-------- DATA FOR THIS TASK --------

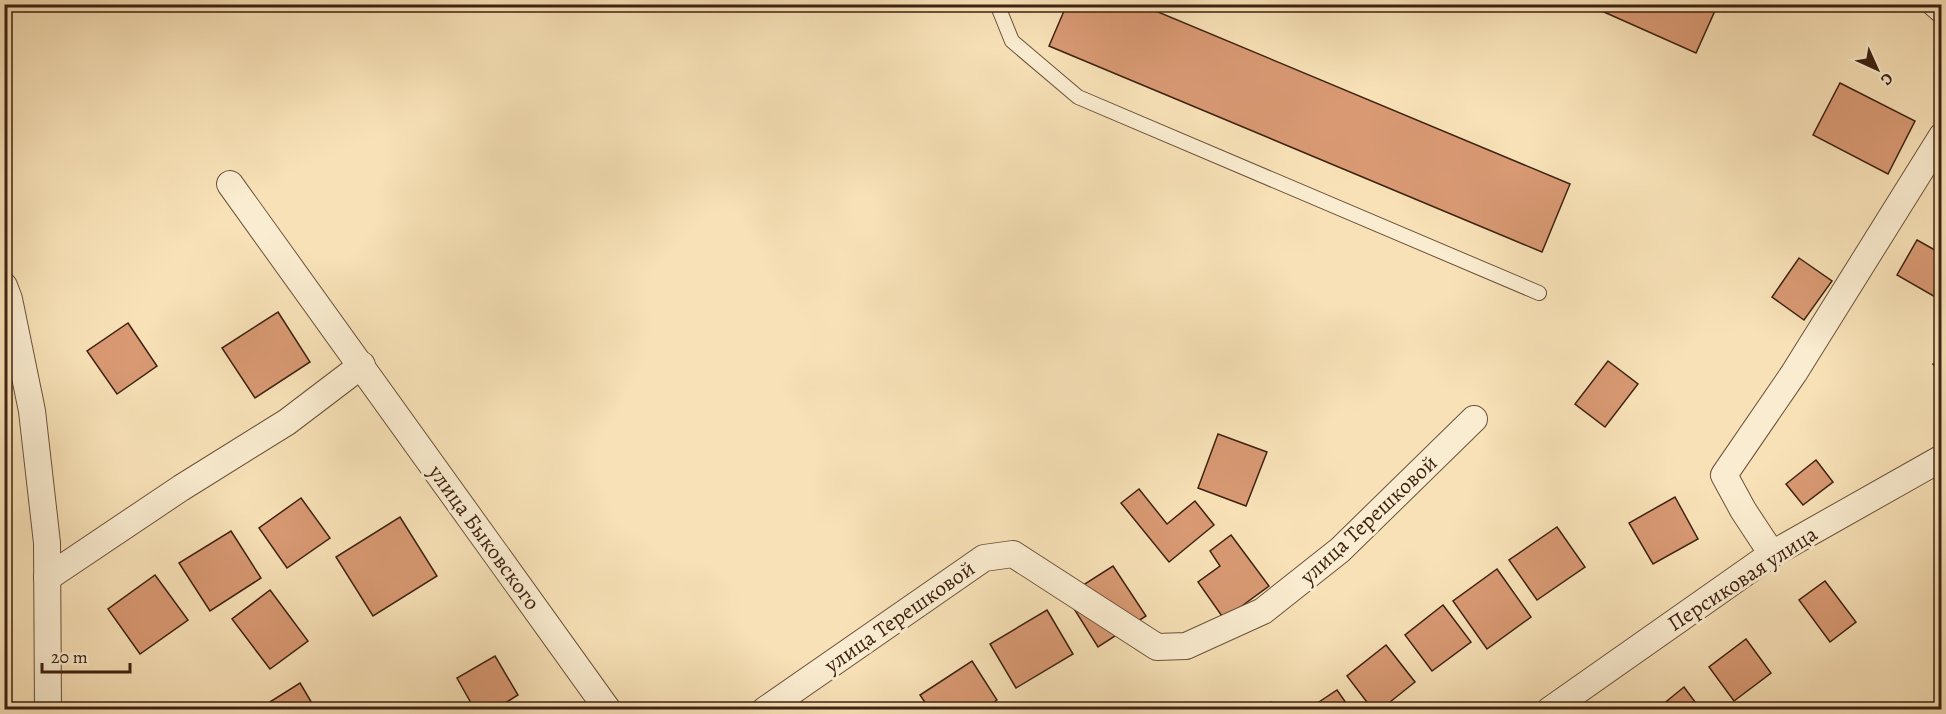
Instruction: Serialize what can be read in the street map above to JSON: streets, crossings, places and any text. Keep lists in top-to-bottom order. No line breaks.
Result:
{"streets":{"street":["улица Терешковой","улица Быковского","Персиковая улица"]},"scale_bar":"20 m","north":"bottom right"}
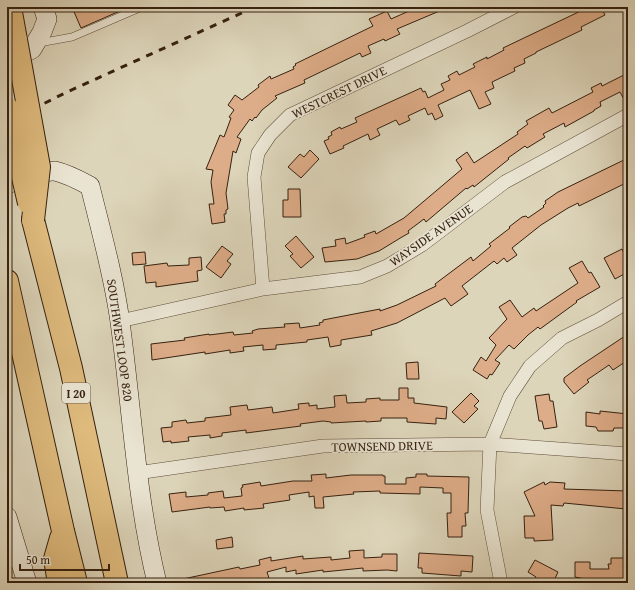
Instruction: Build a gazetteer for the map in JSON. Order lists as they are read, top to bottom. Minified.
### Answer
{"streets":{"highway":["I 20"],"main road":["SOUTHWEST LOOP 820"],"street":["WESTCREST DRIVE","WAYSIDE AVENUE","TOWNSEND DRIVE"]},"crossings":[["WESTCREST DRIVE","WAYSIDE AVENUE"],["WAYSIDE AVENUE","SOUTHWEST LOOP 820"],["SOUTHWEST LOOP 820","TOWNSEND DRIVE"]],"scale_bar":"50 m"}
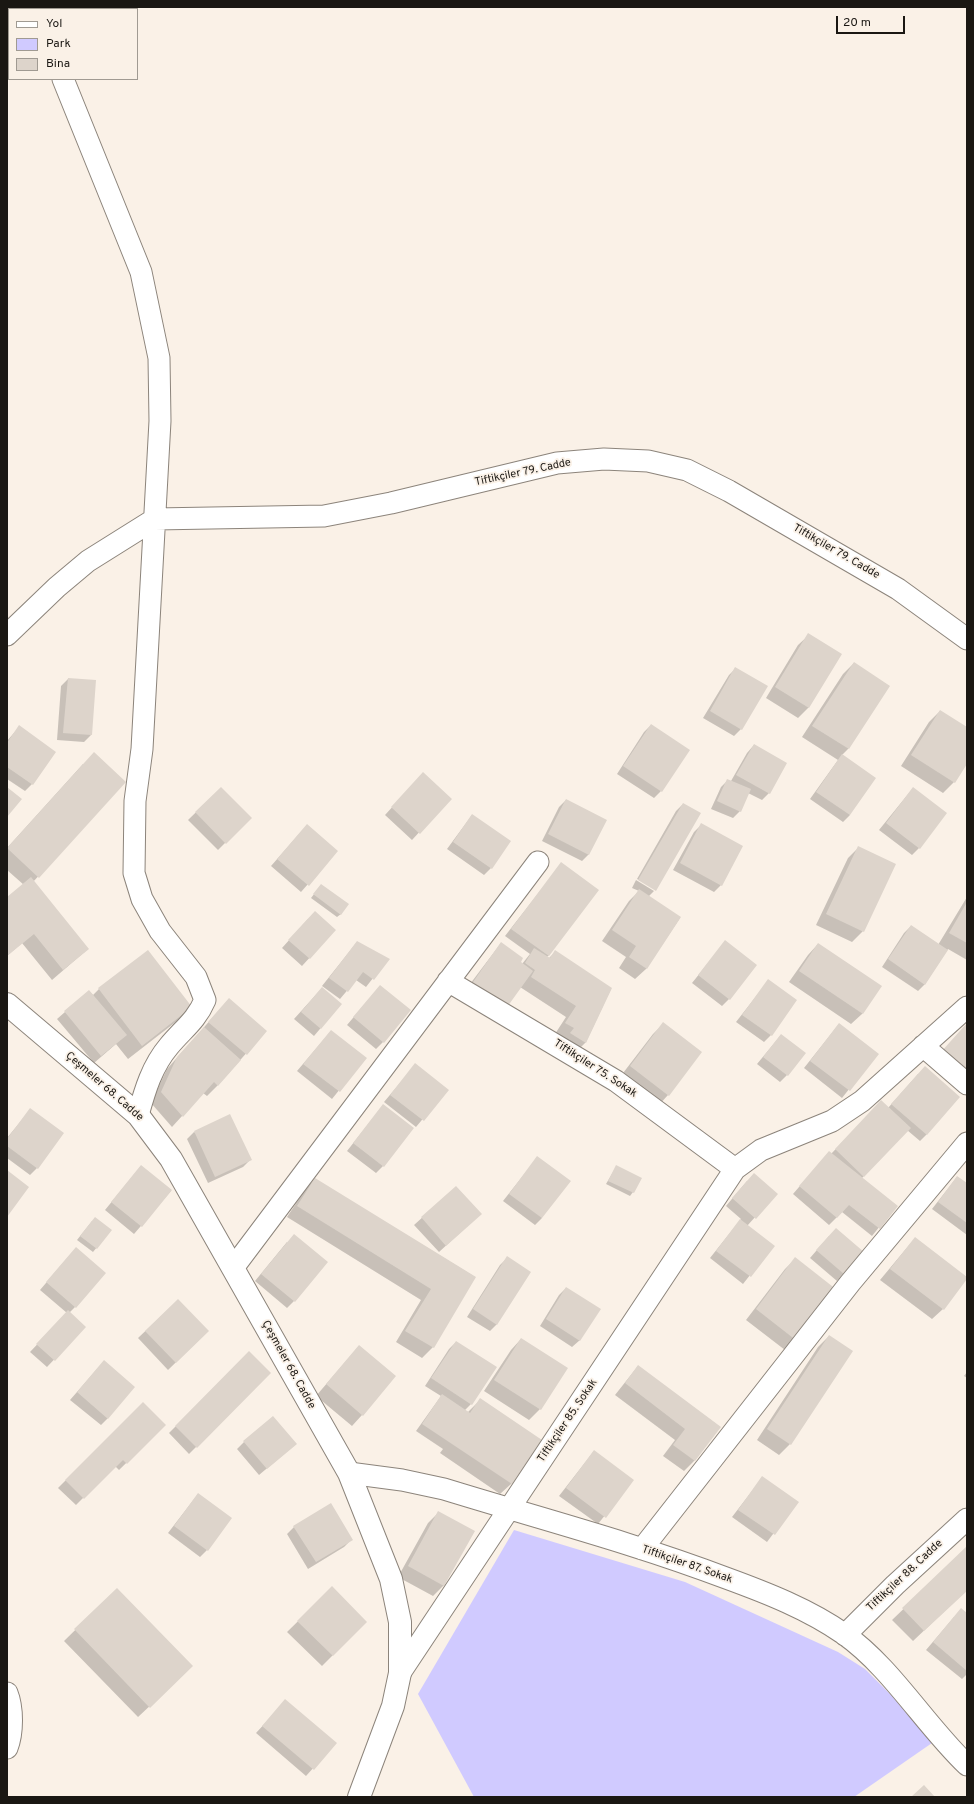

--------

◆ EXERCISE PROMPT
Only the lines above that hold "Instruction" are wanted. Show every one of them.

◆ OUTPUT
Instruction: Serialize what can be read in the street map above to JSON: streets, crossings, places and any text. Keep lists in top-to-bottom order. No line breaks.
Instruction: Build a gazetteer for the map in JSON. Order lists as they are read, top to bottom. Minified.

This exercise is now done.